To avoid all such delays, they will need to take an ‘exception approval’ from the Federal Tax Authority to clear the goods. The FTA (Federal Tax Authority) had restricted the use of VAT 301 from February 23.
For normal imports destined for the UAE itself, VAT-registered importers should link their custom code with their TRN (Tax Registration Number). In such cases, the import VAT liability is automatically processed into the importer’s periodic VAT returns. There is no additional cost for this category.
The impact of VAT 301 restriction is felt by suppliers from free zones sending goods by road to customers in the other Gulf countries.
But the FTA has also provided an option – these suppliers could seek the tax regulator’s pre-approval to continue using VAT 301. “The FTA has granted approval in deserving cases for suppliers,” said Pankaj S. Jain, Managing Director at AskPankaj, a tax consultancy. “Or the suppliers can alternatively engage with clearing agents/freight forwarders who have similar approvals on VAT 301 – but that could involve additional costs.”
WHAT’S VAT 301?
The VAT 301 form was available on the e-services portal to manually process VAT payments on the customs declaration form using the Tax Registration Number (TRN).
The VAT 301 form has been there since 2018.
The FTA confirmed that the VAT 301 form will be discontinued from February 23, 2021 for users who have a valid TRN and were using this form earlier for settlements via their VAT returns.
Impact on cost, time
According to market feedback, delays have been creeping in on the shipment of goods out of the free zones and for their eventual transportation via roads to other Gulf states. Under UAE rules, an importer is obliged to pay VAT and the clearance of goods from free zones to mainland is also considered as import of goods for customs and VAT purposes. The same applies when these goods are shipped to another GCC country.
“If the goods are imported for onward movement to another GCC country, then the custom duty and import VAT is payable in the UAE itself by the ‘import-on-record’, i.e., the customer in the other Gulf state,” said Jain.
To avoid irrecoverable VAT input costs, suppliers in UAE free zones were using VAT 301 to clear the goods for the road shipment to the GCC
– Pankaj S. Jain at the tax consultancy AskPankaj
Change in status
The GCC VAT Agreement and the UAE’s own law envisaged that the input credit on import VAT charges can be recovered by the customer in the destination state. “However, as other GCC countries have either not yet implemented VAT or not been recognized as ‘implementing states’, this mechanism could not work harmoniously,” said Jain. “To avoid irrecoverable VAT input costs, suppliers in UAE free zones were using VAT 301 to clear the goods for road shipment to the GCC.

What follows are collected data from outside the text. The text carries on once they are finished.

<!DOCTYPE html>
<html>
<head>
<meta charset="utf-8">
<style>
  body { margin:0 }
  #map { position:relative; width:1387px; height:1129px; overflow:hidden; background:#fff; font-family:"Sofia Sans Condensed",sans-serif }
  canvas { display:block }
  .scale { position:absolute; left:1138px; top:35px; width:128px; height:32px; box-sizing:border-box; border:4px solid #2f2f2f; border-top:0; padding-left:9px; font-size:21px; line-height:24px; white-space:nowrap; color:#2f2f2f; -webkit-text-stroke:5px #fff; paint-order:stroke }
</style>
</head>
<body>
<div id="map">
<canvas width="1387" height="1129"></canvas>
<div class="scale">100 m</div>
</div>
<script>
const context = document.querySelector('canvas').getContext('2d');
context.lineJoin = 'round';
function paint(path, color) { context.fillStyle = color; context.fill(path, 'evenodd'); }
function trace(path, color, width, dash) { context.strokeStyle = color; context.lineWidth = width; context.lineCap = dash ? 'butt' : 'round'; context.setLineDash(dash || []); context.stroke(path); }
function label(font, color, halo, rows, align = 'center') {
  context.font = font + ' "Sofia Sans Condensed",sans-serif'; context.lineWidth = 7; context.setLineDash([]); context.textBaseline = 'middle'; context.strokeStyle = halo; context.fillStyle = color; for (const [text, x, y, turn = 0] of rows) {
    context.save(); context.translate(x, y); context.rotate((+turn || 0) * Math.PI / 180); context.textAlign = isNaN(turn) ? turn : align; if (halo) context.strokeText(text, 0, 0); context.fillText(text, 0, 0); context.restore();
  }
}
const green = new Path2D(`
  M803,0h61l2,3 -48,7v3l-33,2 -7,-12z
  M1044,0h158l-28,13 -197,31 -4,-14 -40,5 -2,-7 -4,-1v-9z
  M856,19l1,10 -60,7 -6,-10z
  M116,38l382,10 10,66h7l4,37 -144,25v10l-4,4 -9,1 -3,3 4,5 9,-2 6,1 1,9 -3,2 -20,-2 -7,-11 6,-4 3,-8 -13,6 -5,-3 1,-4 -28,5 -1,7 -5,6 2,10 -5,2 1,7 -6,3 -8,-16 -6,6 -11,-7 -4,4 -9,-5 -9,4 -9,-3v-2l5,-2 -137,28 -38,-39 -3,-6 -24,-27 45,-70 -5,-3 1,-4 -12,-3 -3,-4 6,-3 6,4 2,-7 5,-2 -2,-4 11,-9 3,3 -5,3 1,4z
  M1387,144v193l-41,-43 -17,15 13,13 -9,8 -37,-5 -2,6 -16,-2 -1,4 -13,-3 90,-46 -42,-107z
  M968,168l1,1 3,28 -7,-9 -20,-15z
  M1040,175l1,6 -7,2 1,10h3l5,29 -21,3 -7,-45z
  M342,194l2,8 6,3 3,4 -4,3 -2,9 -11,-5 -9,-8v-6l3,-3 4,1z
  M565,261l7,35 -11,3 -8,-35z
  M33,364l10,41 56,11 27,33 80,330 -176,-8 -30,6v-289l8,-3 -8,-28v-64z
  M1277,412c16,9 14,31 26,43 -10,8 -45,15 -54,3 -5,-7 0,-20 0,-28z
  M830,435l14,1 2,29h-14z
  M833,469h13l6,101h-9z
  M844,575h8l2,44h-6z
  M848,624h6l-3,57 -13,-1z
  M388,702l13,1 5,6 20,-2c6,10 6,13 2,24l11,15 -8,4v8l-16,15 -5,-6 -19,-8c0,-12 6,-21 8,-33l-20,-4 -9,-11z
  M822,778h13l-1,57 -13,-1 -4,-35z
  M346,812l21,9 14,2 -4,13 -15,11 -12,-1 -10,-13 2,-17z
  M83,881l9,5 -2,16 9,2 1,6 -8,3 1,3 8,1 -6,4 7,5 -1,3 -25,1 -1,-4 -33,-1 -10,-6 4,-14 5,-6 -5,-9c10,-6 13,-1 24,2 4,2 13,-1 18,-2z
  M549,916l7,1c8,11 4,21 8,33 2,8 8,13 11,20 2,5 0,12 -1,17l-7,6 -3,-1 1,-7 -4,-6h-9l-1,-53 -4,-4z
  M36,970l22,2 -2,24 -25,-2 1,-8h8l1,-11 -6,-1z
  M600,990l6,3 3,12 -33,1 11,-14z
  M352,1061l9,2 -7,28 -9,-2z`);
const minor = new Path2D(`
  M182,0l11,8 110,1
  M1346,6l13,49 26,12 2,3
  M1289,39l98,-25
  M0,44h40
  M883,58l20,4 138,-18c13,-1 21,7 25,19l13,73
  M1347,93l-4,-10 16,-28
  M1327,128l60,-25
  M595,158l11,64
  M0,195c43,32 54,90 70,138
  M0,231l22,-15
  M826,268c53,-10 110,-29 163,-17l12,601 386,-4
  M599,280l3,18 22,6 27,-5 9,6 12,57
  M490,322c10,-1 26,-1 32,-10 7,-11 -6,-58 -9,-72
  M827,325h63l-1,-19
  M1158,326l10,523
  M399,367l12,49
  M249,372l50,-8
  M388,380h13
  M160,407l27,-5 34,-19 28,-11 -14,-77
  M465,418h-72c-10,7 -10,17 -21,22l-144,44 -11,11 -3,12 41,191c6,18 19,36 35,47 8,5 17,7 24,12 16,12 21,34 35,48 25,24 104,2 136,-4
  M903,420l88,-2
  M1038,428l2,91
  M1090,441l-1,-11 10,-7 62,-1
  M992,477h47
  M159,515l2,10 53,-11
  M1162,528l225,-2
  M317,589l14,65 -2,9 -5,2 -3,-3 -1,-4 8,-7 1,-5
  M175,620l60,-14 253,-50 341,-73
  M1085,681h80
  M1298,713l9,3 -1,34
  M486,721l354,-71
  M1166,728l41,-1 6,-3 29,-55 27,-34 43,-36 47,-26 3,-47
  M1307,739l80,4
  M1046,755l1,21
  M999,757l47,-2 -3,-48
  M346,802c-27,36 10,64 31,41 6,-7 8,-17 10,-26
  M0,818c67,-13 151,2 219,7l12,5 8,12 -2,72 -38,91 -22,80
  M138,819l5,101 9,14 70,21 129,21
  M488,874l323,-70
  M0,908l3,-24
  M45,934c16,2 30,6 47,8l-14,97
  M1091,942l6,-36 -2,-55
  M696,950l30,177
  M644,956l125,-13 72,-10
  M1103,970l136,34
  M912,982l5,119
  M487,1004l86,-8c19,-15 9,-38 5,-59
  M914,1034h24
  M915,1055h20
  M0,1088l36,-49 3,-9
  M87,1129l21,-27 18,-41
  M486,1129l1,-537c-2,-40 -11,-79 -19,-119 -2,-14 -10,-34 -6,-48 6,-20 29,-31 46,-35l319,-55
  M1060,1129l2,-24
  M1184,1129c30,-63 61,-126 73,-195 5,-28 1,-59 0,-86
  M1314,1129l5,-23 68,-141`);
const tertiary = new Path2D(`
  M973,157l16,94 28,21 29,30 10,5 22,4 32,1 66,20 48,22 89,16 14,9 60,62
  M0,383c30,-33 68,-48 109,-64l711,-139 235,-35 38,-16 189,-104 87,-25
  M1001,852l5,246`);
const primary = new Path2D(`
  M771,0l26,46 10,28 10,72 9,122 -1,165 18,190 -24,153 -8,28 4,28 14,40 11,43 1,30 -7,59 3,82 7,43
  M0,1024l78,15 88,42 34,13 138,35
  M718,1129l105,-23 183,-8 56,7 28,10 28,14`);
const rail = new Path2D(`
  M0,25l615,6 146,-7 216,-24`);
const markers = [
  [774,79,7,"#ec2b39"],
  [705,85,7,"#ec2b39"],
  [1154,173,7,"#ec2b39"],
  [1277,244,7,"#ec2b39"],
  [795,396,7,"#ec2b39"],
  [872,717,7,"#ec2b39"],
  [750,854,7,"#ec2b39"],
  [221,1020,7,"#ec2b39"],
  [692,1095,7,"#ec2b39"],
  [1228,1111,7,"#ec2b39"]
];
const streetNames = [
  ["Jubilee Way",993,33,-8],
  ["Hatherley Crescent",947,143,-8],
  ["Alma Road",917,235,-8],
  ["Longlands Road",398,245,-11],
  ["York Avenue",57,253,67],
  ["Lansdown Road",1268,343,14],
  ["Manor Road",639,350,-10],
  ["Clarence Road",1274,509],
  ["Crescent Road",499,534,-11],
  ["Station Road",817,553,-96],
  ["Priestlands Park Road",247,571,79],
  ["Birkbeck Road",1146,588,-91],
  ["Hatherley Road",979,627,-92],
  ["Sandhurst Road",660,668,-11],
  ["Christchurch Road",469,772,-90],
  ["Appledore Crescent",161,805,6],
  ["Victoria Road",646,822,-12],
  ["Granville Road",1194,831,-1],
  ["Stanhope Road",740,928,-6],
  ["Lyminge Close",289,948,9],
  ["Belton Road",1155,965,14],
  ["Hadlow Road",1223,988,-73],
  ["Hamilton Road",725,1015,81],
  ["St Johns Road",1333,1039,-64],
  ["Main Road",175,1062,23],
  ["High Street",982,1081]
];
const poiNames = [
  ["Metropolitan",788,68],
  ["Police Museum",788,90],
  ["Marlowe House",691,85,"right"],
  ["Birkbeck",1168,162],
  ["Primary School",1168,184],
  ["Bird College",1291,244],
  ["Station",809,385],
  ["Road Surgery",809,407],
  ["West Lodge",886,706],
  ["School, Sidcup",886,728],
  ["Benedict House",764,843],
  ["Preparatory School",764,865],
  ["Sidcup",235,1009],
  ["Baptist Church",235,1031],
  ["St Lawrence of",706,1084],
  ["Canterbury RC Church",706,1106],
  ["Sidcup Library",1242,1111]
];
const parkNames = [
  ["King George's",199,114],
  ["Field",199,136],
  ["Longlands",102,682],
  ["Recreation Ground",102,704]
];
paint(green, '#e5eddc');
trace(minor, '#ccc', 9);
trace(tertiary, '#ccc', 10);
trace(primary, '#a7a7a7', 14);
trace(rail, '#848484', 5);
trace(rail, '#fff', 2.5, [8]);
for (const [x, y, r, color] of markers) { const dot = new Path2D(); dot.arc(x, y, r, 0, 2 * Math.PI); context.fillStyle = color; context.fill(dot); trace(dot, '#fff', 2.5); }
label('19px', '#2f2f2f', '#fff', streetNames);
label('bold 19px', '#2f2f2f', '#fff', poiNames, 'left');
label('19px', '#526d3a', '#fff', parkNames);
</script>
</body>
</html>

“Nothing has changed in the VAT calculations. As the clearance of goods from a free zone to the mainland by the overseas customer is treated as imports, import VAT is required to be paid to clear the goods.
“Shipments through land routes from free zones to the GCC was impacted as the buyers/sellers are required to realign their shipment process and take necessary FTA approval, wherever applicable.”